Congress officially closed for a five-week recess at the end of July. Five weeks—that’s quite a contrast to the struggles that so many Americans are facing as the economic recovery remains slow. And with “austerity politics” gripping Washington and the nation, many Americans are just taking a pass on vacation as they wonder if extremists in Washington will ever end their outrageous antics that are starving our economy and blocking jobs legislation.
But the Congressional Great Escape hasn’t stopped a number of zealots from piping up with recycled schemes to keep the cutting going, trying to slash government programs as though the cuts themselves will magically get our economy on track.
Some in the Tea Party crowd have trotted out an old “Penny Plan” to impose 1 percent across-the-board cuts by essentially cutting one penny from every dollar the federal government spends for two years. And House Majority Leader Eric Cantor has generously offered to restore some of the cuts lost to the federal sequester, but only if President Obama and Democrats agree to cut Social Security and Medicare—effectively trading one bad idea for another. Nice. We reduce the already reckless cuts, put more federal programs and workers in harm’s way, and in return we hurt seniors and the poor. No thanks.
In Europe, austerity measures have prevented, not helped, economic recovery. The Eurozone economy has declined steadily for 18 months, and the jobless rate for the most recent quarter was 12 percent—up from 9.5 percent in 2009. That’s hardly the elixir we need here at home for what ails our economy and job market.
Here in the U.S., the Congressional Budget Office (CBO) recently reported just how damaging the sequester has been to our jobs picture. The CBO estimates that keeping the sequestration cuts in place through Fiscal 2014 will cost up to 1.6 million jobs.
And a new NBC News/Wall Street Journal poll found that more and more Americans say that sequester has “significantly affected” them, with lower wage earners reporting the highest impact. Some in Congress think that only the very rich matter in this debate. But these respondents are voters too and are waiting for their elected officials to deliver on job-creating initiatives.

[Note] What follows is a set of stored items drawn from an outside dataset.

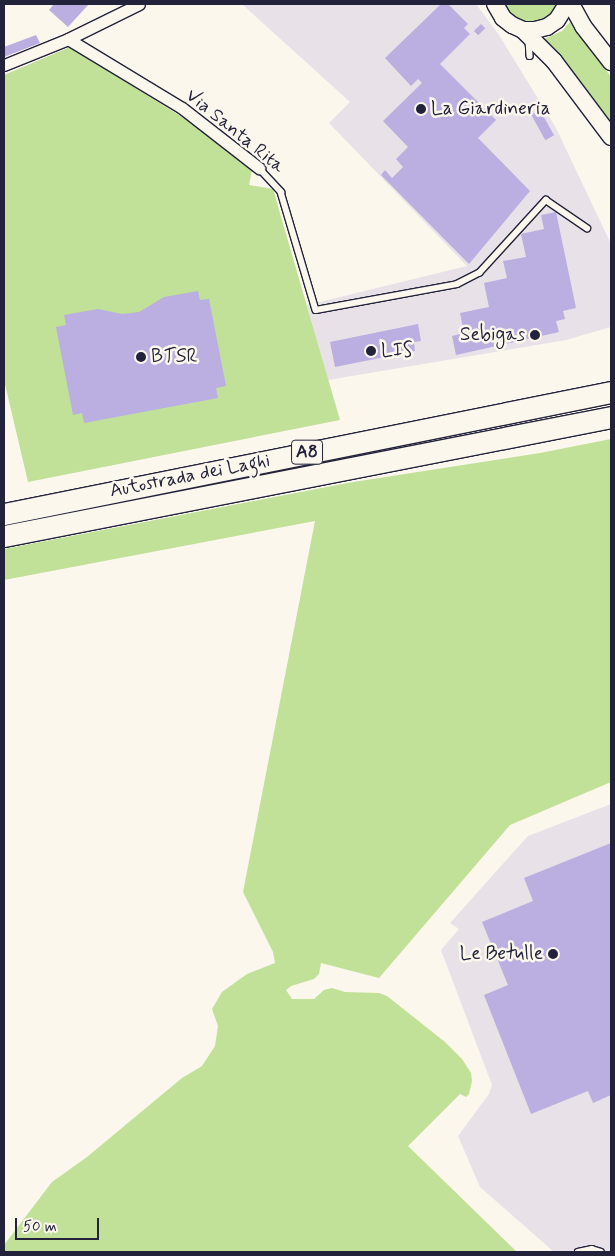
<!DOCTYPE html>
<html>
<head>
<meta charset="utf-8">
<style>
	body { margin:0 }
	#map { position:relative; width:615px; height:1256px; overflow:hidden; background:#fbf7ec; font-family:Mynerve,sans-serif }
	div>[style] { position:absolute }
	.built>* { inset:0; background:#e8e1e8 }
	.green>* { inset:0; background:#c1e098 }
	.building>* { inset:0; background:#baafe0; transform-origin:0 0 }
	.roads { filter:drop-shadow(1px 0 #22223b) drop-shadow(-1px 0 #22223b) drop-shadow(0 1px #22223b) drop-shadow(0 -1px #22223b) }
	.service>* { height:5.5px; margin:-2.75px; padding:0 2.75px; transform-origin:2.75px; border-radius:2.75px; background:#fbf7ec }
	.minor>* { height:11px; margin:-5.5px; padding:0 5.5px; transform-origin:5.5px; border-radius:5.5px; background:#fbf7ec }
	.secondary>* { height:16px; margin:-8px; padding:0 8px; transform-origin:8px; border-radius:8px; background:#fbf7ec }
	.motorway>* { height:21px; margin:-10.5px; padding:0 10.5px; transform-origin:10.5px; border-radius:10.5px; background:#fbf7ec }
	.dots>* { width:14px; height:14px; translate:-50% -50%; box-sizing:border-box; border:2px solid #fbf7ec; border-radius:50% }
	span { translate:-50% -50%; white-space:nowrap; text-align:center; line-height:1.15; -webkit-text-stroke:5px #fbf7ec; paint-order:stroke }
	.shield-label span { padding:1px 4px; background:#fbf7ec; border:1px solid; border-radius:4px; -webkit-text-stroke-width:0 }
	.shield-label { font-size:18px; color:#22223b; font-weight:700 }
	.poi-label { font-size:19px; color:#22223b }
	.left { translate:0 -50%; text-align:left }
	.right { translate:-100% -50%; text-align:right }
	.street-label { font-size:19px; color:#22223b }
	.frame { position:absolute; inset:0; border:5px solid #22223b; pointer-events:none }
	.scale { position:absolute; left:15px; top:1218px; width:84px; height:22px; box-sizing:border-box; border:2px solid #22223b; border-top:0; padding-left:6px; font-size:15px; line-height:18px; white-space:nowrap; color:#22223b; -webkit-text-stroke:4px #fbf7ec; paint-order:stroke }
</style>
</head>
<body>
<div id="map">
	<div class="built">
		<i style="clip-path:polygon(242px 4px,476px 4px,499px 35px,556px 128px,611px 244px,611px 327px,566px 340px,328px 380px,307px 305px,467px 266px,329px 123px,350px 102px)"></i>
		<i style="clip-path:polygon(611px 804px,611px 1252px,554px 1252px,480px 1187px,458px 1136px,489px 1094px,492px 1085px,441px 950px,459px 929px,450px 923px,528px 836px)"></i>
	</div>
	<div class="green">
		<i style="clip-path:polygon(503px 4px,558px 4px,551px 15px,544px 19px,528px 22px,513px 16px)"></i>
		<i style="clip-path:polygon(570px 22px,611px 77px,611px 124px,544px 39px,562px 31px)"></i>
		<i style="clip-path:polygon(70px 47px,201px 129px,252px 170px,249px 185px,273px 189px,340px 420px,28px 482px,4px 380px,4px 75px)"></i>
		<i style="clip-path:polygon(611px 439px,611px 782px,510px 825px,379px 978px,321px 963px,319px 974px,314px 979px,291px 986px,286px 990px,292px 999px,314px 999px,324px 990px,332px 988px,345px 992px,379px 993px,387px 996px,445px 1042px,462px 1059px,471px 1073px,472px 1081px,469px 1094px,466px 1097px,460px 1094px,408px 1146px,517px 1252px,4px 1252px,4px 1245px,52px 1182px,87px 1157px,182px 1078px,202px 1066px,215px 1046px,218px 1026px,212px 1009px,222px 992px,247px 974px,275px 963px,273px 952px,243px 892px,315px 521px,4px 580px,4px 549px,353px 482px,540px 453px)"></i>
	</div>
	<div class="building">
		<i style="clip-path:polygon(54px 4px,89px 4px,68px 27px,49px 10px)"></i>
		<i style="clip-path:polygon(441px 4px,449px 5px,468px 24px,464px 28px,470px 34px,440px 64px,496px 120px,478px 138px,530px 191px,469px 264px,381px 175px,385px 170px,392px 178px,403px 167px,396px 159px,408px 147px,383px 121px,422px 83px,418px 79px,411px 86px,385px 58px)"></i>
		<i style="left:481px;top:24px;width:6px;height:10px;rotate:45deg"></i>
		<i style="clip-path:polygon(36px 35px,40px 43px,4px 57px,4px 47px)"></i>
		<i style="left:540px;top:110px;width:29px;height:10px;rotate:61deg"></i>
		<i style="clip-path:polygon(556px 212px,576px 308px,563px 311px,565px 319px,556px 321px,559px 332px,456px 355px,452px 336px,464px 333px,460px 313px,489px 307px,484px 283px,507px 278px,503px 261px,526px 257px,521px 234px,544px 229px,541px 215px)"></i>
		<i style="clip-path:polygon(198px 291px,200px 300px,209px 299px,226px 386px,216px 388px,218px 398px,84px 423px,82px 413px,73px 415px,56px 327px,66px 325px,64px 315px,98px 309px,122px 314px,139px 312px,164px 297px)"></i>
		<i style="clip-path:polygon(418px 324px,421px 341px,414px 342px,415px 351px,335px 367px,330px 342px)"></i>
		<i style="clip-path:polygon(611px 843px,611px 1095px,593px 1103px,588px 1091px,531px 1114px,484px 995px,508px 985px,482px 922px,533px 901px,524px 878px)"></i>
	</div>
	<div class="roads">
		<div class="service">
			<i style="left:529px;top:41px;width:15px;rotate:86deg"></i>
			<i style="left:259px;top:168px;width:33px;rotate:47deg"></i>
			<i style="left:281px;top:192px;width:123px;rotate:73.5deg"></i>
			<i style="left:316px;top:310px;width:143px;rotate:-10.4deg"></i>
			<i style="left:457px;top:284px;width:25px;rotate:-27deg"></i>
			<i style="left:479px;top:273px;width:99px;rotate:-47.5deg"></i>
			<i style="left:546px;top:200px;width:50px;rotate:34.3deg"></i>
			<i style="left:578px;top:1252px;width:14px;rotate:-12deg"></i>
			<i style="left:592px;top:1249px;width:9px;rotate:18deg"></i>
		</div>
		<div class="minor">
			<i style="left:68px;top:39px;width:133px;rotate:31.2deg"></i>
			<i style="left:182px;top:108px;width:98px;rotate:37.9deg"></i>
			<i style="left:4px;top:65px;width:69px;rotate:-22.1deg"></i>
			<i style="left:68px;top:39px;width:79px;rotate:-26.2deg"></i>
		</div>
		<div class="secondary">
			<i style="left:495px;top:4px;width:16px;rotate:60deg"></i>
			<i style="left:503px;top:18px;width:11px;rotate:38deg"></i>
			<i style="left:512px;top:25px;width:12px;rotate:24deg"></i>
			<i style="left:523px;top:30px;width:12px"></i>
			<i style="left:535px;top:30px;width:12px;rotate:-14deg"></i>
			<i style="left:547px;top:27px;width:12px;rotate:-35deg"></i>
			<i style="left:557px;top:20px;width:19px;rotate:-58deg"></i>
			<i style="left:571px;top:4px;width:25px;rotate:61deg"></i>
			<i style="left:583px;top:26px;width:46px;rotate:52.1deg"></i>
			<i style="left:523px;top:30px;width:44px;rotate:45deg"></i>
			<i style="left:554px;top:61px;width:95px;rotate:53.1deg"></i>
		</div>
		<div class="motorway">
			<i style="left:4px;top:514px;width:619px;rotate:-11.36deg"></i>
			<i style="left:4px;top:536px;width:619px;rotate:-11.09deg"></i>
		</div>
	</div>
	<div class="dots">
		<i style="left:421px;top:109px;background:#22223b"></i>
		<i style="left:535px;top:335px;background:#22223b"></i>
		<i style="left:371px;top:351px;background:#22223b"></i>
		<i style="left:141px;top:357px;background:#22223b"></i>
		<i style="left:553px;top:954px;background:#22223b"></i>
	</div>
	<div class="shield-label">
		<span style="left:307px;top:452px">A8</span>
	</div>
	<div class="poi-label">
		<span class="left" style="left:431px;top:109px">La Giardineria</span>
		<span class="right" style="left:525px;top:335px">Sebigas</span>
		<span class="left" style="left:381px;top:351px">LIS</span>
		<span class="left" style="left:151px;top:357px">BTSR</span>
		<span class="right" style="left:543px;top:954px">Le Betulle</span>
	</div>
	<div class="street-label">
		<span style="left:235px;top:131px;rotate:39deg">Via Santa Rita</span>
		<span style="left:190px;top:476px;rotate:-11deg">Autostrada dei Laghi</span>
	</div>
	<div class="frame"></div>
	<div class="scale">50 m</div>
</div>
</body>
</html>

But not everyone has gotten the memo. Just before they left town, obstructionists in Congress blocked the job-creating THUD housing and transportation spending bill—a measure that had once enjoyed bipartisan support. They are completely ignoring the fact that a great way to restore a strong economy is to repair our shockingly deteriorated infrastructure and transportation system. Doing so will put people to work and increase American competitiveness.
Over the August recess, I’ll be taking a look at several infrastructure-saving, economy-building, job-creating bills (everything from the Water Resources Development Act to the Passenger Rail Investment and Improvement Act) and asking the question “where are they now?” Let’s hope Congress can answer that question in September.